HPE Edgeline EL8000 edge server

In the next year or two, there will be more investments from HPE in systems focused on inferencing. Companies will eventually get very sensitive to operational costs, and power-performance is an important metric in inference.

"A lot of times you're doing inference on the factory floor or in a retail setting, and you don't have the kind of power that you would have available in a data center. That's why it's interesting to us to look at those sort of alternative architecture," Garg said.

At the Discover tradeshow, HPE focused a lot on AI training in high-performance computing and via GreenLake software offerings.

Arti Garg

While much of HPE's strategy is focused on training, there's "a lot more to come on the inference side, a lot more interesting things. To me strategically, it's very important that we have both the model training and the model inference and deployment," Garg said.

HPE's focus is on AI and to provide the computational backbone to solve very large problems.

HPE has built the world's official fastest supercomputer, called Frontier, which is deployed at the Oak Ridge National Laboratory. The computer scored an HPL-AI benchmark of 6.86 exaflops, making it the fastest AI computer in the world, and three times faster than the world's second fastest computer, Fugaku, which had a benchmark of around 2 exaflops.

"We think that the data center is probably going to have more than one processor architecture, there may be other hybrid storage, different speeds of storage and things like that.

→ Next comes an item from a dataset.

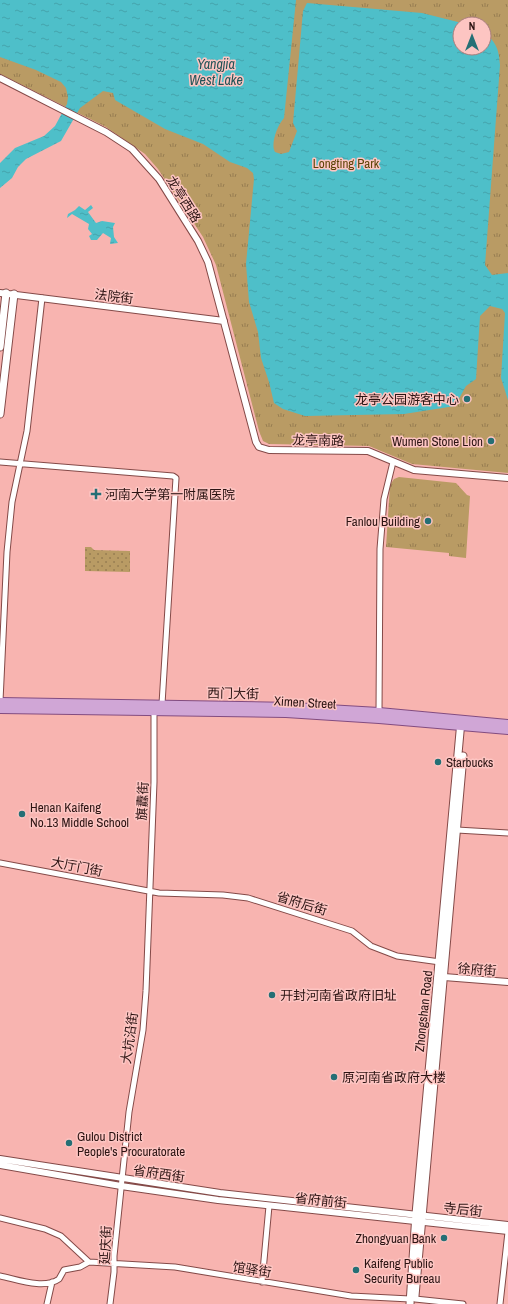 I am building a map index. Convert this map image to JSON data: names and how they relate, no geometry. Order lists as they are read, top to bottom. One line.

We also want to be exploring what are some of the cutting-edge new architectures and processors designed specifically to support some AI workloads," Garg said.

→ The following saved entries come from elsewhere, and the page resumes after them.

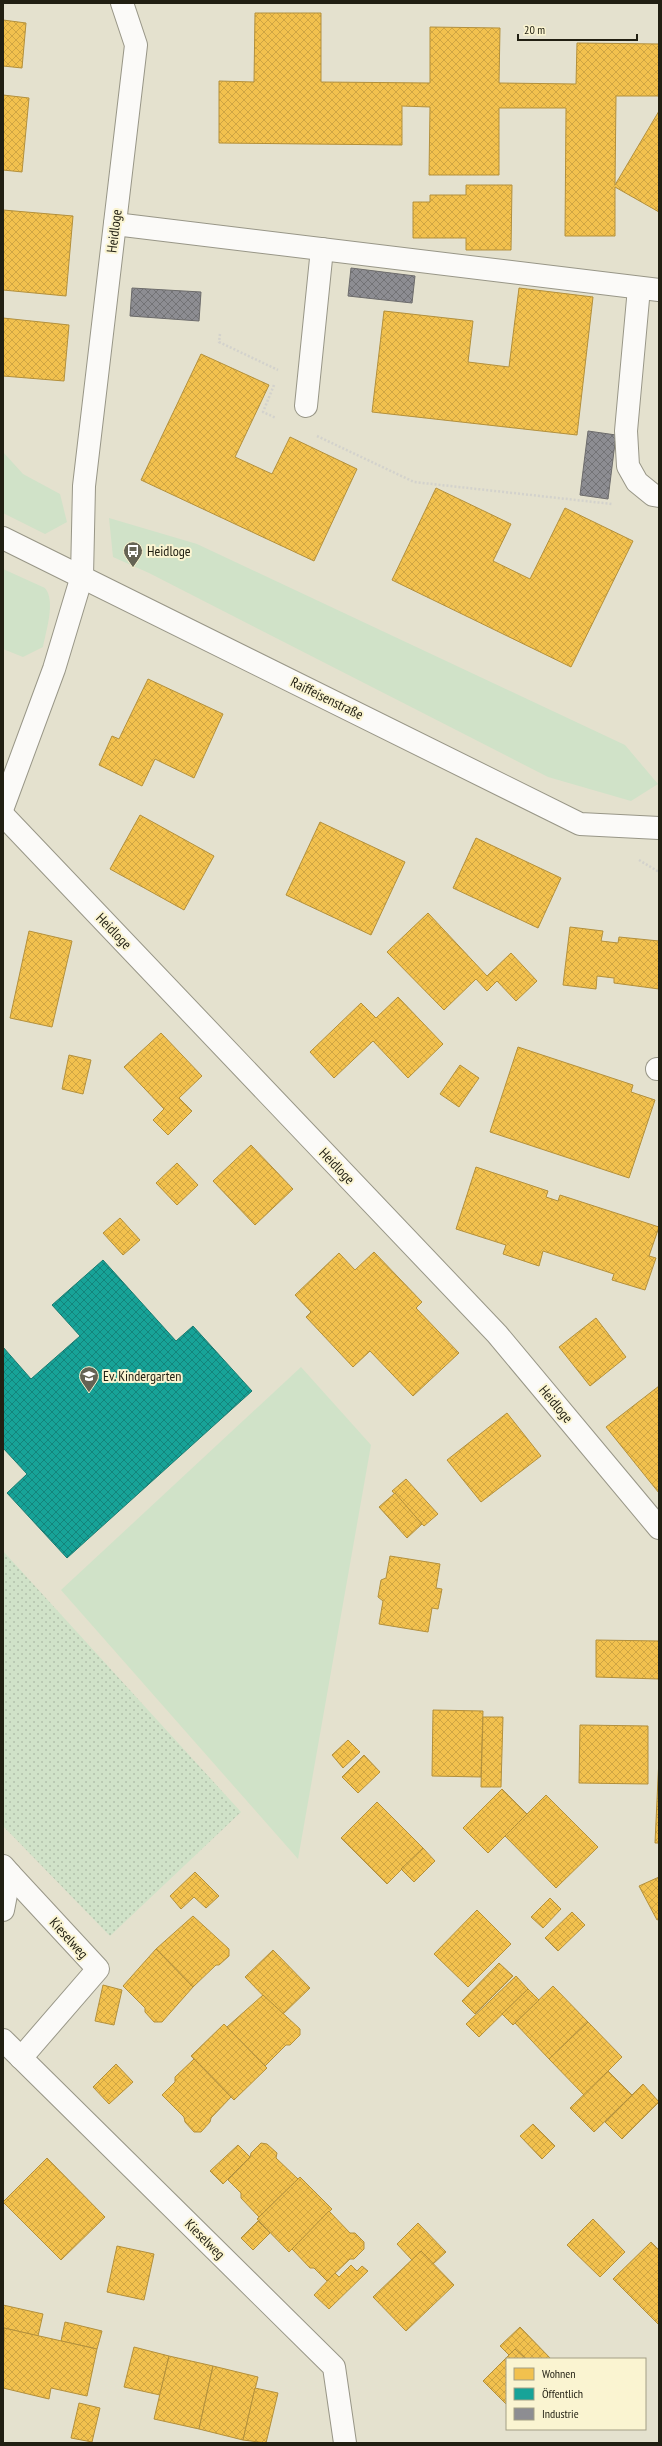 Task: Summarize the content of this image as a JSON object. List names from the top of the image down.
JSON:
{
  "streets": {
    "street": ["Heidloge", "Raiffeisenstraße", "Kieselweg"]
  },
  "crossings": [
    ["Heidloge", "Raiffeisenstraße"]
  ],
  "places": {
    "bus stop": ["Heidloge"],
    "school or university": ["Ev. Kindergarten"]
  },
  "legend": ["Wohnen", "Öffentlich", "Industrie"],
  "scale_bar": "20 m"
} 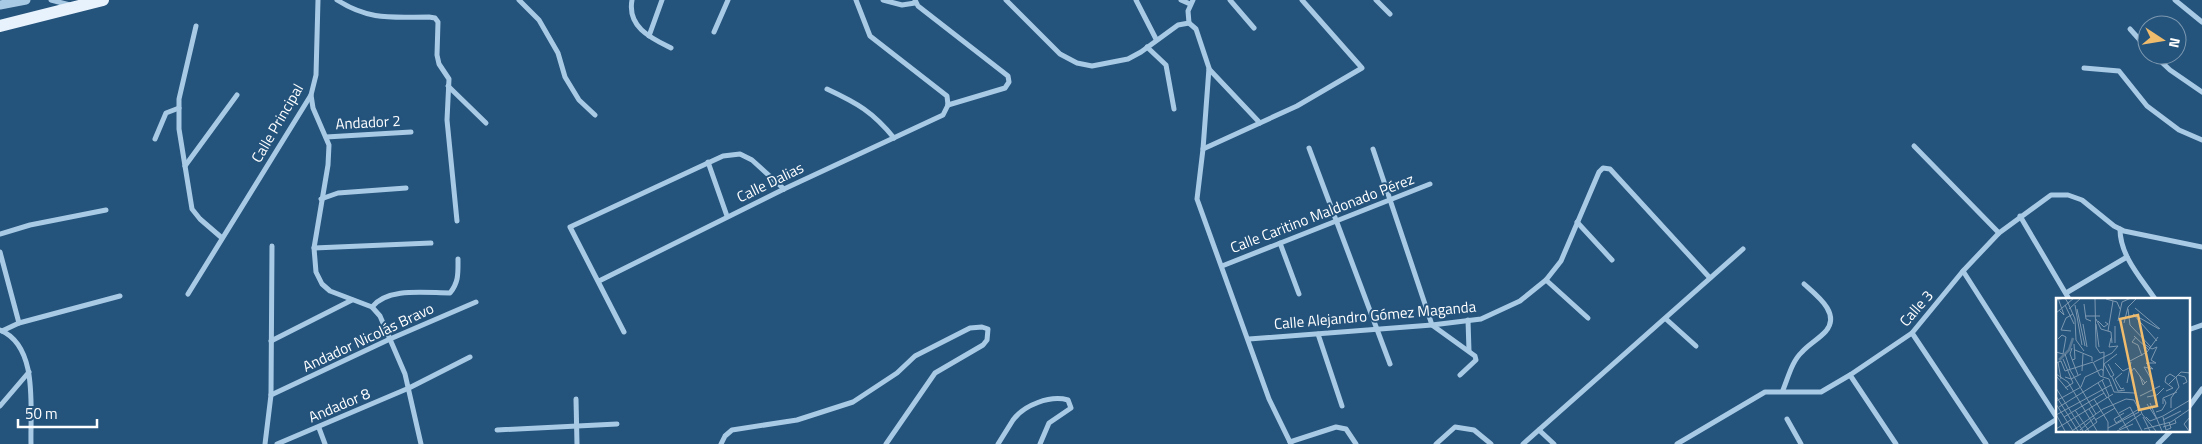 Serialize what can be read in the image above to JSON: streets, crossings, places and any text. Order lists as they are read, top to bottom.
{
  "streets": {
    "street": [
      "Andador 2",
      "Calle Principal",
      "Calle Dalias",
      "Calle Caritino Maldonado Pérez",
      "Calle 3",
      "Calle Alejandro Gómez Maganda",
      "Andador Nicolás Bravo",
      "Andador 8"
    ]
  },
  "scale_bar": "50 m",
  "north": "right"
} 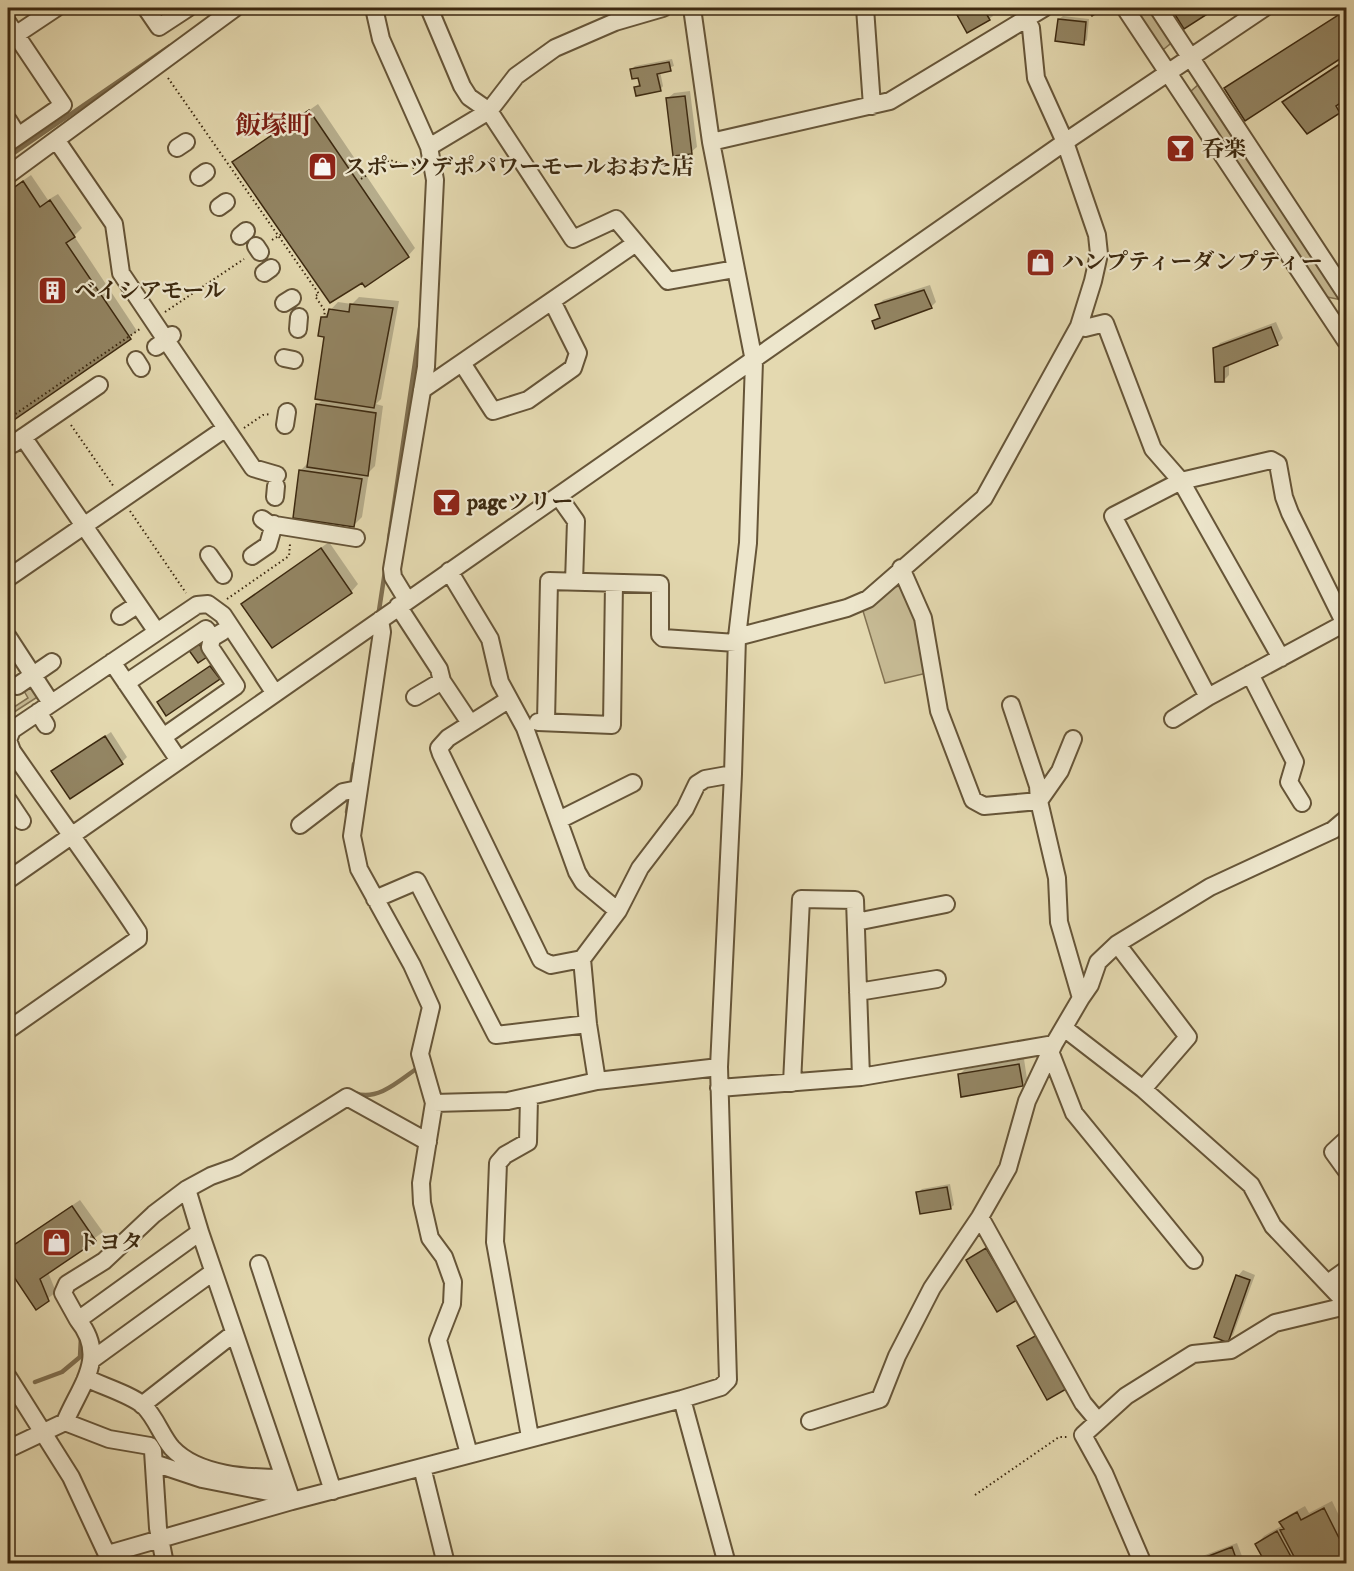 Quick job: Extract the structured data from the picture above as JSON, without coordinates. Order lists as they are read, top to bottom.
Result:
{
  "districts": ["飯塚町"],
  "places": {
    "bar": ["呑楽", "pageツリー"],
    "shop": ["スポーツデポパワーモールおおた店", "ハンプティーダンプティー", "トヨタ"],
    "building": ["ベイシアモール"]
  }
}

One example of an HPE experiment with AI processors includes a system built with an AI chip from Cerebras Systems, which is deployed at the Leibniz Supercomputing Centre in Germany. HPE paired its Superdome Flex server with Cerebras' AI system, which has a chip called CS-2.

The company is also playing a role as a system integrator to fill the gap between academia -- where much of the cutting-edge AI research is taking place -- and the corporate world, where real-world AI implementations are taking place.

HPE last year acquired Determined AI, which is powering the machine learning development environment and the software platform for newer systems focused on ML development.

“The purpose of the ML development environment is really essentially making it easy for data scientists to collaborate and train deep learning models,” Garg said.